Простила

— К Любке я не вернусь, — сказал муж. — У неё уже другой. Я хотел у матери переждать, да она зимой померла, знаешь. А лечиться мне надо, Наташа. Долго лечиться. Денег не осталось. Положи хоть в сарае, я потом уйду, когда поправлюсь.

Дорогая Зина!

Получила твоё письмо, спасибо, что не забываешь. Пишу ответ не на открытке, как собиралась, а на листе в большом конверте — уж больно много накопилося на душе. Ох, и тяжело мне… Да только кому всё выплеснуть, как не тебе? Мы ж с тобой с первого класса за одной партой, и в радости, и в горе всегда вместе. Хоть ты теперь и в городе, а я всё здесь, в нашей Медвежке, словно приросла к этим местам.

Уж прости, что сразу к делу перехожу, без обычных наших деревенских политесов про здоровье да урожай.
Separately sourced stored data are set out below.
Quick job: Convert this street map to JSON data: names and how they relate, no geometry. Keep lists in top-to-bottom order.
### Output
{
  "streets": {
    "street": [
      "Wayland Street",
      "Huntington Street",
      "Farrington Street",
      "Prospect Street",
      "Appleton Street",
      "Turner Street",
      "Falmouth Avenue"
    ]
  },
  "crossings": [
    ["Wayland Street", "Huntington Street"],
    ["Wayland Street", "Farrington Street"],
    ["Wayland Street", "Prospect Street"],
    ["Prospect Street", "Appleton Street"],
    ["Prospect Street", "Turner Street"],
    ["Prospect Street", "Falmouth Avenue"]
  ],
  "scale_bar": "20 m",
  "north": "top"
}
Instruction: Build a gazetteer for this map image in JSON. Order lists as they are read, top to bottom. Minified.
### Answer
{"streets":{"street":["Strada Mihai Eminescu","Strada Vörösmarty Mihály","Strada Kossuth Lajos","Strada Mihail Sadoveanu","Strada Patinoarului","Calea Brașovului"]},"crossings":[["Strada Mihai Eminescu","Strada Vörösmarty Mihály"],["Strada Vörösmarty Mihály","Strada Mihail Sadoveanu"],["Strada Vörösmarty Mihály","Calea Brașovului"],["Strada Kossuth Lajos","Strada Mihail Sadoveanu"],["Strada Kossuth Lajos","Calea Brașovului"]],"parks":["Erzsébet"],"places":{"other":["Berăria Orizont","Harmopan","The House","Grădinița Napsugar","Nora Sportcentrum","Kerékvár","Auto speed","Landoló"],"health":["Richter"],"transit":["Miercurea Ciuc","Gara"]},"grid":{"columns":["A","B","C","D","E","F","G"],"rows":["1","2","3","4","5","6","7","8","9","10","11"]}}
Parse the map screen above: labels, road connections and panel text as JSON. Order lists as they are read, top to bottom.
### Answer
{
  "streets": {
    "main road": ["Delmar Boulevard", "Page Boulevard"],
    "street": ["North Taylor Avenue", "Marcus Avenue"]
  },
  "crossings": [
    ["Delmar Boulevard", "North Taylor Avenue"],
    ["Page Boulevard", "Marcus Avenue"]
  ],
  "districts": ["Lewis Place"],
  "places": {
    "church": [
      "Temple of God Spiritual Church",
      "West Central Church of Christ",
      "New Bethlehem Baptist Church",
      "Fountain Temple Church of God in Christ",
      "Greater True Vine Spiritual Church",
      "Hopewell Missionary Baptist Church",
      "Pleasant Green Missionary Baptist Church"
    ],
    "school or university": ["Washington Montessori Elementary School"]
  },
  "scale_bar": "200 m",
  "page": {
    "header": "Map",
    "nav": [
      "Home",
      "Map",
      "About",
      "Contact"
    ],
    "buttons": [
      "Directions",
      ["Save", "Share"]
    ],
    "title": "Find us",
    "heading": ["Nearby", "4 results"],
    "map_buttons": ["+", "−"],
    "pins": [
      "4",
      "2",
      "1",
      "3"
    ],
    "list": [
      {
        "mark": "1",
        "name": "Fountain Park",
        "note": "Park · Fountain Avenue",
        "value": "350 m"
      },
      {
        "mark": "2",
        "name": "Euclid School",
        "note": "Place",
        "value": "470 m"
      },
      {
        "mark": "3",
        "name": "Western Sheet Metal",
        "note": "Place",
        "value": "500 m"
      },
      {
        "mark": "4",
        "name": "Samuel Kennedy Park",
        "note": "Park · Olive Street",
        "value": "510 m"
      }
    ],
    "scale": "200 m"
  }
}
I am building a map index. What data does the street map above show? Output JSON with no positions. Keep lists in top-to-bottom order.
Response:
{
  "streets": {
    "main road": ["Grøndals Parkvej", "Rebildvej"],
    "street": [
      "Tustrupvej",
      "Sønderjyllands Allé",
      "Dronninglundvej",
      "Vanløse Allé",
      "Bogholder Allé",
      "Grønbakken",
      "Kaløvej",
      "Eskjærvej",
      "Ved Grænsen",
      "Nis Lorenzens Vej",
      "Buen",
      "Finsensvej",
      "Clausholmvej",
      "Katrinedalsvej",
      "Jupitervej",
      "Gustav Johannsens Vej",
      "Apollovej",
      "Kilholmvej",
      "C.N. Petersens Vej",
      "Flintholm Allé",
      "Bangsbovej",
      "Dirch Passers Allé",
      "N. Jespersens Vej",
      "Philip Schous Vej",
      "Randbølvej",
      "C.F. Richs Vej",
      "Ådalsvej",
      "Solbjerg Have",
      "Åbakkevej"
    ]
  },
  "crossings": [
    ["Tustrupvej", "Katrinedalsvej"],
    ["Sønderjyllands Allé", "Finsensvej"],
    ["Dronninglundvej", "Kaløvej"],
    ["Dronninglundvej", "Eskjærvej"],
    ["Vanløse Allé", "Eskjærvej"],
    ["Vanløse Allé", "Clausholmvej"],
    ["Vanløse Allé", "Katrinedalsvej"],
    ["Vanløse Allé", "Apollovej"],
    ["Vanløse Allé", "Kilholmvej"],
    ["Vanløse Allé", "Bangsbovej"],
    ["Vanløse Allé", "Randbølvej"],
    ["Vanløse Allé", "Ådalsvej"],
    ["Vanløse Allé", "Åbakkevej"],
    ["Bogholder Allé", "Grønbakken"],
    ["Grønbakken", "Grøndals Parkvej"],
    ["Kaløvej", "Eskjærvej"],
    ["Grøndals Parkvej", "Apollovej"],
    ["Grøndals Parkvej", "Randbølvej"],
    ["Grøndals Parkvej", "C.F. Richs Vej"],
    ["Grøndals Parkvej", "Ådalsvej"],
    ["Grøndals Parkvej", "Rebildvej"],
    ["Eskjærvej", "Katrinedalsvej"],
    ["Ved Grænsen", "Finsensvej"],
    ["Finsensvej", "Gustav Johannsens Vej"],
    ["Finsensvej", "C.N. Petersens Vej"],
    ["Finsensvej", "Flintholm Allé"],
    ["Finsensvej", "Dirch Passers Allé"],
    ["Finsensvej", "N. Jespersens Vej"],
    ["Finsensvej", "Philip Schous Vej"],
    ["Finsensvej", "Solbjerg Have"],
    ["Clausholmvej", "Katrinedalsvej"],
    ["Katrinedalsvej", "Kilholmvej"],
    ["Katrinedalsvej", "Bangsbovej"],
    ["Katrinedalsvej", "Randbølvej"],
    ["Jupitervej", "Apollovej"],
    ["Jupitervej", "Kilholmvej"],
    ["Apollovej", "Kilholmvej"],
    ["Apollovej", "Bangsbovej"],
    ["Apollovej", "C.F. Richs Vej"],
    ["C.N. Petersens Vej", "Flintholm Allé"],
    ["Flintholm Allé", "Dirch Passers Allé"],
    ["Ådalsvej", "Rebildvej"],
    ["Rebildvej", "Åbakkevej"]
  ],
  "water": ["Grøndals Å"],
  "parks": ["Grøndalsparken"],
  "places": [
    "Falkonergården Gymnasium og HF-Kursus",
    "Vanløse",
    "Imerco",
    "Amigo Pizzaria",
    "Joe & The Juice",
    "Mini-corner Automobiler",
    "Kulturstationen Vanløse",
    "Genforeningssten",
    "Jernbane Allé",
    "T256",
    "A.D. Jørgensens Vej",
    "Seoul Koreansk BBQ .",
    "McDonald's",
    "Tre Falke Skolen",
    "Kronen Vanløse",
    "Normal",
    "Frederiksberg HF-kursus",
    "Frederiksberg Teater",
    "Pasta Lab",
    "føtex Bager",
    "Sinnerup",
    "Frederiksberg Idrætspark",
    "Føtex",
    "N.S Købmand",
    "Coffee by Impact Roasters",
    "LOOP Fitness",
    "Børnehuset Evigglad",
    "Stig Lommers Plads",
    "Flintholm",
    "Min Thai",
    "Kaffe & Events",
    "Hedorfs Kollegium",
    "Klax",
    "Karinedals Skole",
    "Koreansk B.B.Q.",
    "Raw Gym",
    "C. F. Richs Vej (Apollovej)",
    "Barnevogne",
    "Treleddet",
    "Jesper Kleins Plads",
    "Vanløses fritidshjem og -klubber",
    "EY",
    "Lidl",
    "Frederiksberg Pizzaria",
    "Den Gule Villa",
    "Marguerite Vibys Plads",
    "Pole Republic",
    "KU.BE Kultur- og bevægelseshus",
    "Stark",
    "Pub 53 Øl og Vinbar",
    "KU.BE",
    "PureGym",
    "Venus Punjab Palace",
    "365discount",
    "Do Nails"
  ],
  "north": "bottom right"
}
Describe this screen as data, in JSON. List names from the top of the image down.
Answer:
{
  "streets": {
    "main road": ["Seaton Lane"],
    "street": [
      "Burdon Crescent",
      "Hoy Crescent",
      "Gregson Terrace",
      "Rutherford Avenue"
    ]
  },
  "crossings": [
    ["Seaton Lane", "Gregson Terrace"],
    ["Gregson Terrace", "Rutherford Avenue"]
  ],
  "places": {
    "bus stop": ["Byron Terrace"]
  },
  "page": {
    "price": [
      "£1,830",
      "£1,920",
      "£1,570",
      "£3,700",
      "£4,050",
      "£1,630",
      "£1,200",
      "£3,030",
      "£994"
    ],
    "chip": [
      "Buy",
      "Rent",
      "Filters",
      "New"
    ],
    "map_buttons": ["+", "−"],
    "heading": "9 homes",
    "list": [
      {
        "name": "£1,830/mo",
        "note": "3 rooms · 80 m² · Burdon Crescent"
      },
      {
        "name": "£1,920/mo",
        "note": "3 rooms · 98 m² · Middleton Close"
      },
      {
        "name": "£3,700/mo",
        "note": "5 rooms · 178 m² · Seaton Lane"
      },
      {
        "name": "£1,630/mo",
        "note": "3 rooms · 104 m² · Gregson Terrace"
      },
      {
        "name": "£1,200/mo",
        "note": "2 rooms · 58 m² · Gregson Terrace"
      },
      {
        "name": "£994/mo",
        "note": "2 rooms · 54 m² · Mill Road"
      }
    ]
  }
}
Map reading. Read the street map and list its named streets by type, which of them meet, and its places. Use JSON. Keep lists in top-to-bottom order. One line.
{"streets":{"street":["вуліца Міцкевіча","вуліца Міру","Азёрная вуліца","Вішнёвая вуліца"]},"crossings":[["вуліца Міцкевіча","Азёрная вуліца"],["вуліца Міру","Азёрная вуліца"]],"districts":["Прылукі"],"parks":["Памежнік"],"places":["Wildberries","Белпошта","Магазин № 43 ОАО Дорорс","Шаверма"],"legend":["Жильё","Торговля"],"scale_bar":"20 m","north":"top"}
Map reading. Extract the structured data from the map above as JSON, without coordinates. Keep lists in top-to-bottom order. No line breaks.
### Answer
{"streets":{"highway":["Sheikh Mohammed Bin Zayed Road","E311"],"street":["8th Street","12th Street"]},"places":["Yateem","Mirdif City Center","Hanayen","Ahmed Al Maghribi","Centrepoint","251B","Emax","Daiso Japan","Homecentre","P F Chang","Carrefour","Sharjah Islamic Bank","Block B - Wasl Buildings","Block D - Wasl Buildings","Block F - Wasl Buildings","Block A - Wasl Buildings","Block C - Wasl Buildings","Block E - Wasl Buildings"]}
Ведь знаешь, что у меня стряслось. Весь район, поди, обсудил уже…

Фёдор мой объявился.

Пришёл, будто не уходил никуда на целый год. Стоит у калитки, смотрит исподлобья — похудевший весь, осунувшийся, не узнать прежнего мужика.

А помнишь, каким он был? Косая сажень в плечах, на руках жилы играют, глаза смеются. Двоих один уложить мог, когда наши с зареченскими на кулачки сходились. А тут… ой… не то что драться, идти-то еле — еле получается.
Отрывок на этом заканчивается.